HOW TO COMPLETE THIS TASK
Pick each line containing the word "دوار" out of the data below.

DATA
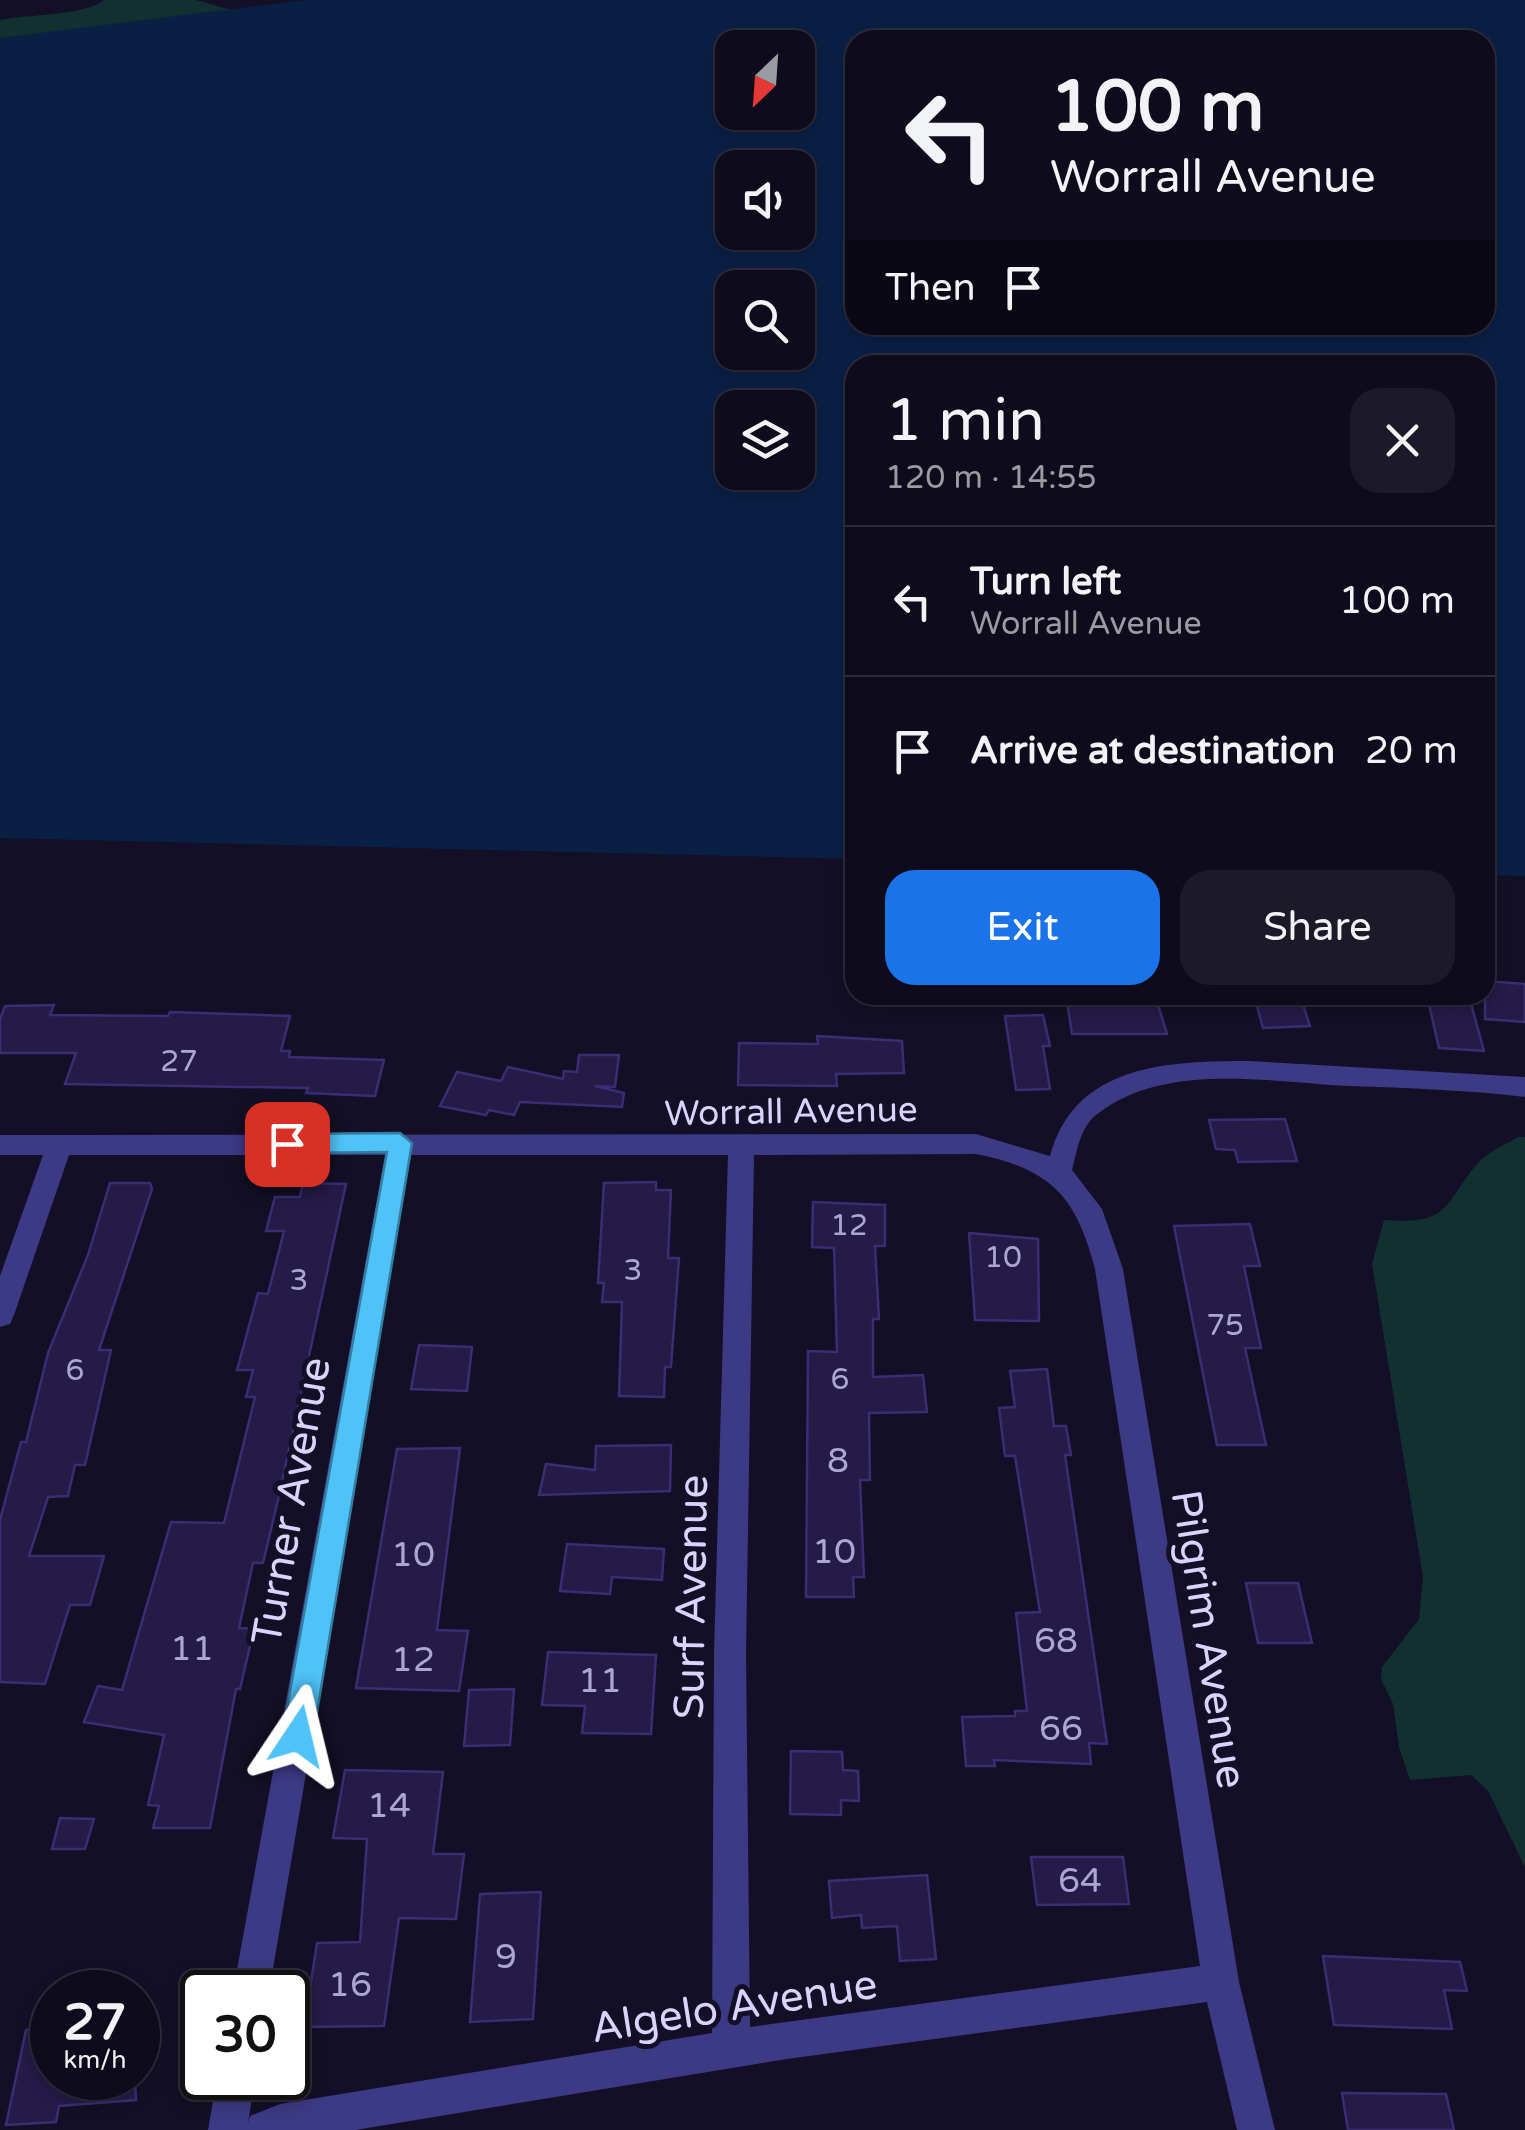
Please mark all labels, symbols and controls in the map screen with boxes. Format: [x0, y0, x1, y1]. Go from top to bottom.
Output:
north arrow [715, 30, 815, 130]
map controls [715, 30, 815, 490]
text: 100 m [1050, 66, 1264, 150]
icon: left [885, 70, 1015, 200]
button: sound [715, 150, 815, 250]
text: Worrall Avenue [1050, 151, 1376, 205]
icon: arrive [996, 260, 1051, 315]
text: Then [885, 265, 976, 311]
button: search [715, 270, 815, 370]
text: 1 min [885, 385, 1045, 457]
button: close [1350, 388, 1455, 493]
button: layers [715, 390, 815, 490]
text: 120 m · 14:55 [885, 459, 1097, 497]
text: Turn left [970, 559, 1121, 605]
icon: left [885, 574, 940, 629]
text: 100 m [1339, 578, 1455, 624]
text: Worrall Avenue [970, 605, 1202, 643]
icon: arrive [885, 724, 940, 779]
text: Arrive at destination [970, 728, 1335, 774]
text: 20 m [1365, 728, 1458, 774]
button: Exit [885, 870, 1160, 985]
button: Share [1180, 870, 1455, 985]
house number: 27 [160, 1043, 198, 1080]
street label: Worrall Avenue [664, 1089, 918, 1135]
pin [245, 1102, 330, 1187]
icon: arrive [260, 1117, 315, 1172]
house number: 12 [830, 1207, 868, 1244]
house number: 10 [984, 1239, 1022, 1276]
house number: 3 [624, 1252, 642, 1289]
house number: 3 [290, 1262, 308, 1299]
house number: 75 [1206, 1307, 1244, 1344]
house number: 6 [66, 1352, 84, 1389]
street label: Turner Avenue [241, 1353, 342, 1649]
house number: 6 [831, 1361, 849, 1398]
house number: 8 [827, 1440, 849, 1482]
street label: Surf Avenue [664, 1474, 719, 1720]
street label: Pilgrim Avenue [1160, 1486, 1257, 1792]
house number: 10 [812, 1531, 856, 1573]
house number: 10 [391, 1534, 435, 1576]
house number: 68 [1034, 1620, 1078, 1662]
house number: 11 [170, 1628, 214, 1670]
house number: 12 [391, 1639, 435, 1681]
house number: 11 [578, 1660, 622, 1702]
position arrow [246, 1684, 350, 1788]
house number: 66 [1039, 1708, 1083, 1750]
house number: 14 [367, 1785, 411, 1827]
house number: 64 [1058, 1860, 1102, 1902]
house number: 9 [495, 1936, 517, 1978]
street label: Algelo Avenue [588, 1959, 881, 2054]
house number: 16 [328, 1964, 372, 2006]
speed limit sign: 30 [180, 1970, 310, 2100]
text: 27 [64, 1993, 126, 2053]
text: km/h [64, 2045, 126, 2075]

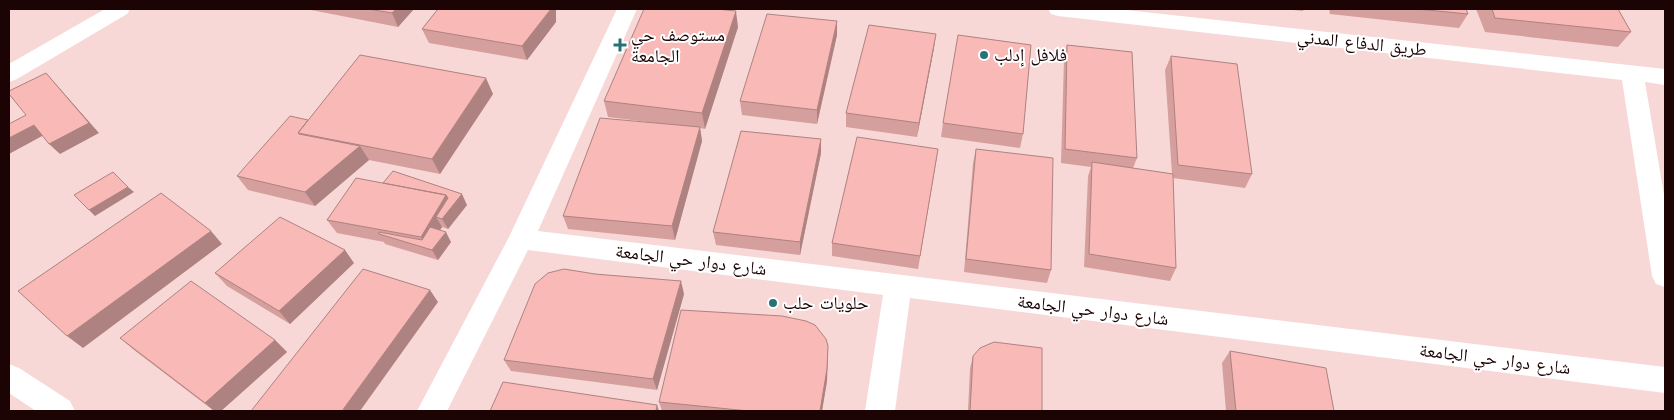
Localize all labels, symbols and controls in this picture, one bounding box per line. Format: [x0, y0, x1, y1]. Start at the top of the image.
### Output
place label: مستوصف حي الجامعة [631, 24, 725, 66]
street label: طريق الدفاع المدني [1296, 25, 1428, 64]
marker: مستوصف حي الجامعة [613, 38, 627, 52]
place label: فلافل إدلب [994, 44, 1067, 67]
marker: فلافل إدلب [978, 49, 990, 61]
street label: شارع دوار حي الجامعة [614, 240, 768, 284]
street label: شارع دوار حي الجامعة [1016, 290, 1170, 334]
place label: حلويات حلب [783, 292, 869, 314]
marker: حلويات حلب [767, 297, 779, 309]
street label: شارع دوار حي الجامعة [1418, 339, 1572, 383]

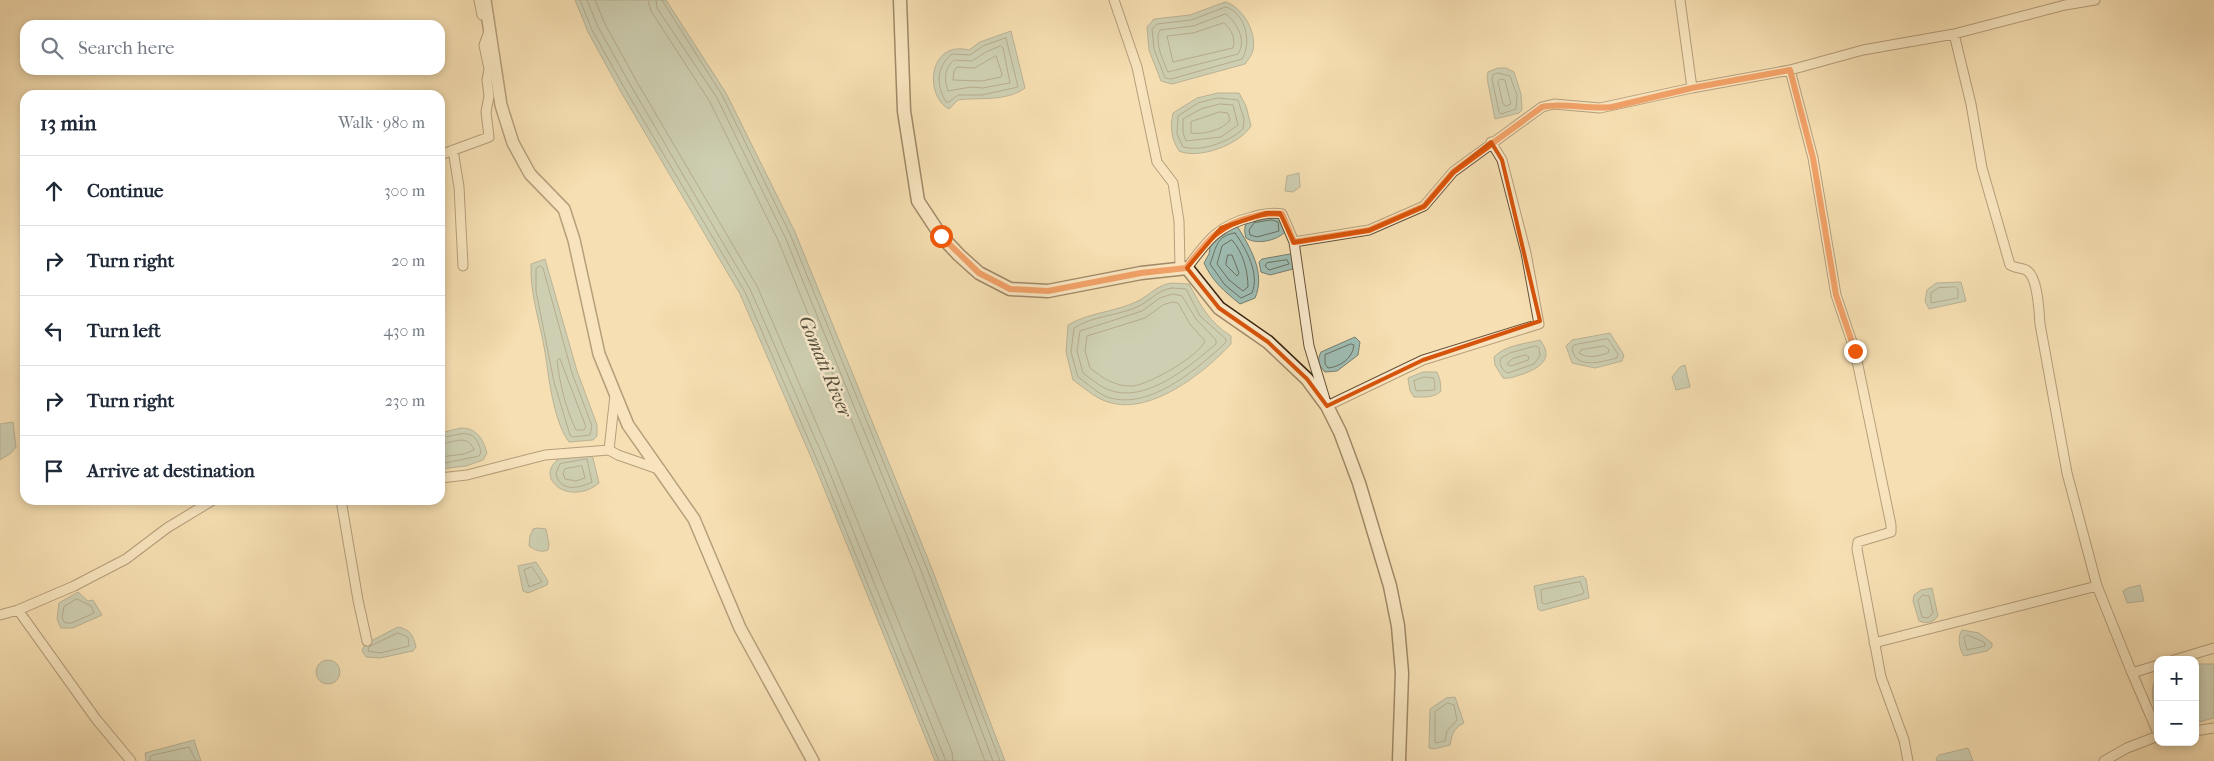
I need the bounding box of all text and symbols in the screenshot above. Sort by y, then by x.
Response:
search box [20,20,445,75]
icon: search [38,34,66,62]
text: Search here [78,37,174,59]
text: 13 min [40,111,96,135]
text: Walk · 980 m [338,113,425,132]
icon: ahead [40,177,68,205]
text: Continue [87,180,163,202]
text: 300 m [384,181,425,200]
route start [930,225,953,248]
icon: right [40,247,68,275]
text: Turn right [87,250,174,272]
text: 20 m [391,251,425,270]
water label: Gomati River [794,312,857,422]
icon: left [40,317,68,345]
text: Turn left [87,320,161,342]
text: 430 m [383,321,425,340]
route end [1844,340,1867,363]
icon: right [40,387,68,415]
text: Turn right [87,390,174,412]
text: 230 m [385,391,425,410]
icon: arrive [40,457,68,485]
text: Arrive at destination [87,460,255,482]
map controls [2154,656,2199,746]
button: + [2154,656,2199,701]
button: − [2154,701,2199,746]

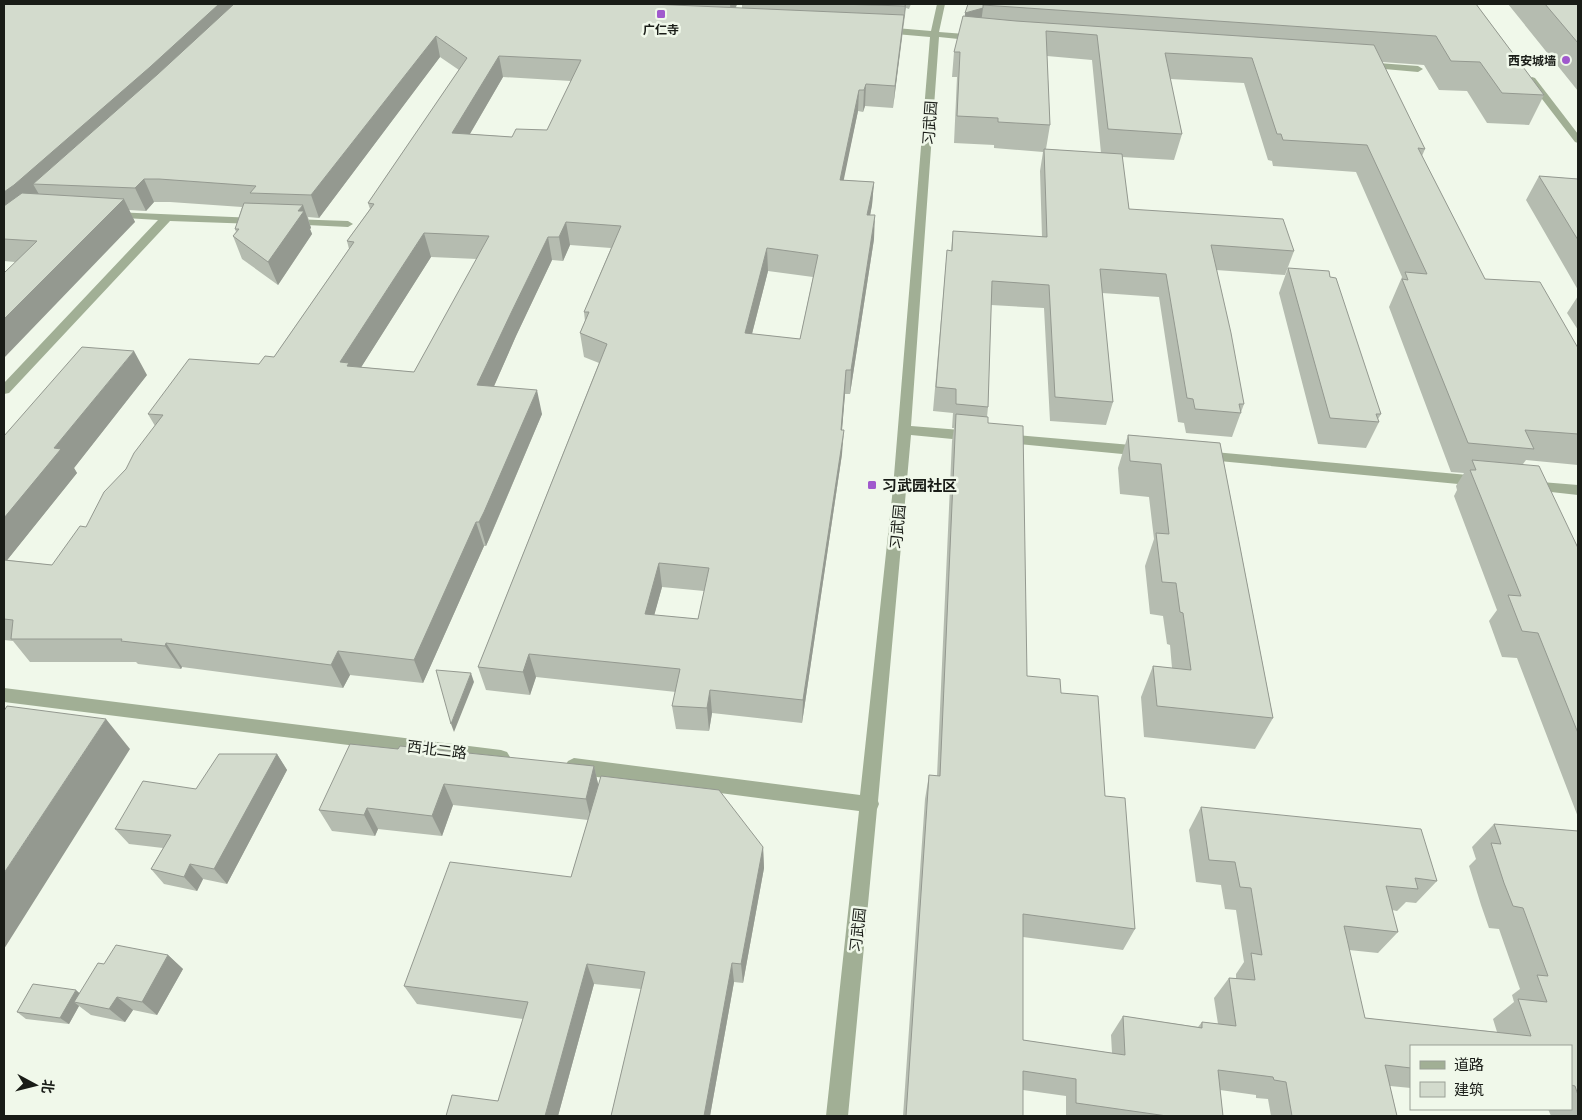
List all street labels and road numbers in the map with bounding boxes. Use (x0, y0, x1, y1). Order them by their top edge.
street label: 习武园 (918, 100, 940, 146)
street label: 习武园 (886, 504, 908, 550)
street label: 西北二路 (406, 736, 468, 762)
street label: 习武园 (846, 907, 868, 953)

RESULT OF THE EXERCISE
street label: شارع دوار حي الجامعة [614, 240, 768, 284]
street label: شارع دوار حي الجامعة [1016, 290, 1170, 334]
street label: شارع دوار حي الجامعة [1418, 339, 1572, 383]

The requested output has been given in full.